▶ **How to complete this task**
Write the number of lines in the material below that contain "Hießbergergasse", with no other words.

▶ **Record excerpts**
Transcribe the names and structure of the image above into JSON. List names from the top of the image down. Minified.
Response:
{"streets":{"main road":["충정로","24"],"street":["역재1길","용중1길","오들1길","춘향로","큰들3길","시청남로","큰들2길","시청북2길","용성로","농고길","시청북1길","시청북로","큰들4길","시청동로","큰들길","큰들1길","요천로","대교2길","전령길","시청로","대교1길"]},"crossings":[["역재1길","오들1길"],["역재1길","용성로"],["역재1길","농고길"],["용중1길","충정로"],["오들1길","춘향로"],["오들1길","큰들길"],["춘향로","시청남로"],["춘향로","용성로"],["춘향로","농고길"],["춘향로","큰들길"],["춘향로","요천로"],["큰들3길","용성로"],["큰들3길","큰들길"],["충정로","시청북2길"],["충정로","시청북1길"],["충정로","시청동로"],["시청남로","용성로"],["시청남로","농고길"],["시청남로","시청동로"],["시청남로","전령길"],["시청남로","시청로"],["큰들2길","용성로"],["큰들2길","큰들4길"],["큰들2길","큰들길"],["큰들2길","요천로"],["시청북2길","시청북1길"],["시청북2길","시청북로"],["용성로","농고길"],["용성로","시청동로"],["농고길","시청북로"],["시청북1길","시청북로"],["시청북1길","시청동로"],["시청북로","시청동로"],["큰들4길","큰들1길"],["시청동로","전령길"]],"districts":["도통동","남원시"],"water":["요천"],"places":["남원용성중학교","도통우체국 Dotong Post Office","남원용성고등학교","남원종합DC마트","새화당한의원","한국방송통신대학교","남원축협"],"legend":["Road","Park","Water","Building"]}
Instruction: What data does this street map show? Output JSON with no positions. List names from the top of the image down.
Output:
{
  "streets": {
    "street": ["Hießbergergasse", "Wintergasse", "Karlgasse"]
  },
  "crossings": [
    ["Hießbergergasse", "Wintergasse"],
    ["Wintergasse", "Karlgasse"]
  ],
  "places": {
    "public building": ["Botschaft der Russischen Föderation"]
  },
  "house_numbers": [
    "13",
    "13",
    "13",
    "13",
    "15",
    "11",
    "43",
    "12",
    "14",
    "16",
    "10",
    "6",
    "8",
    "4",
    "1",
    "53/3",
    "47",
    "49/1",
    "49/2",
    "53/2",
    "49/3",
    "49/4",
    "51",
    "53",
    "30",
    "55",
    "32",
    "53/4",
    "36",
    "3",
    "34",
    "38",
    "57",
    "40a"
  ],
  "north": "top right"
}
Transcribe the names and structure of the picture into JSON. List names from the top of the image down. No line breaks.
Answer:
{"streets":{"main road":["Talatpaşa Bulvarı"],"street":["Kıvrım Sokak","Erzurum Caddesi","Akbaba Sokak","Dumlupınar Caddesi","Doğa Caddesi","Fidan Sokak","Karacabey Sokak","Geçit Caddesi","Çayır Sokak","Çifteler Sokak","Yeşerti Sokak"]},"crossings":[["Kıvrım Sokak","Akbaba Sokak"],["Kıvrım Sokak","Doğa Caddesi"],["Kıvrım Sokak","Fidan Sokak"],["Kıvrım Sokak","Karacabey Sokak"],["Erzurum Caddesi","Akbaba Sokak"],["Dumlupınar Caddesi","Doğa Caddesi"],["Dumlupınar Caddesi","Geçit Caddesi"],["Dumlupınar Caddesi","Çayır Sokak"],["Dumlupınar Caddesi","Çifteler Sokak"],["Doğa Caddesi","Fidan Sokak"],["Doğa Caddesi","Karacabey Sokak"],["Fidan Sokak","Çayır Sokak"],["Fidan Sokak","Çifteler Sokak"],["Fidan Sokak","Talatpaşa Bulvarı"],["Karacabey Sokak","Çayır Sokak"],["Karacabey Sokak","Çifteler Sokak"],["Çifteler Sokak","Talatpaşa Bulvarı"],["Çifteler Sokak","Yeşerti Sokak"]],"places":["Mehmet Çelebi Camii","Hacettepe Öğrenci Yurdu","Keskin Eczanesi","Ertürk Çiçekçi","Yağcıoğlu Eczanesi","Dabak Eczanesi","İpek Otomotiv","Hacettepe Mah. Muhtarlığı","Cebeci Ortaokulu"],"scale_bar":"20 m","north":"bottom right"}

▶ **Response to this task**
2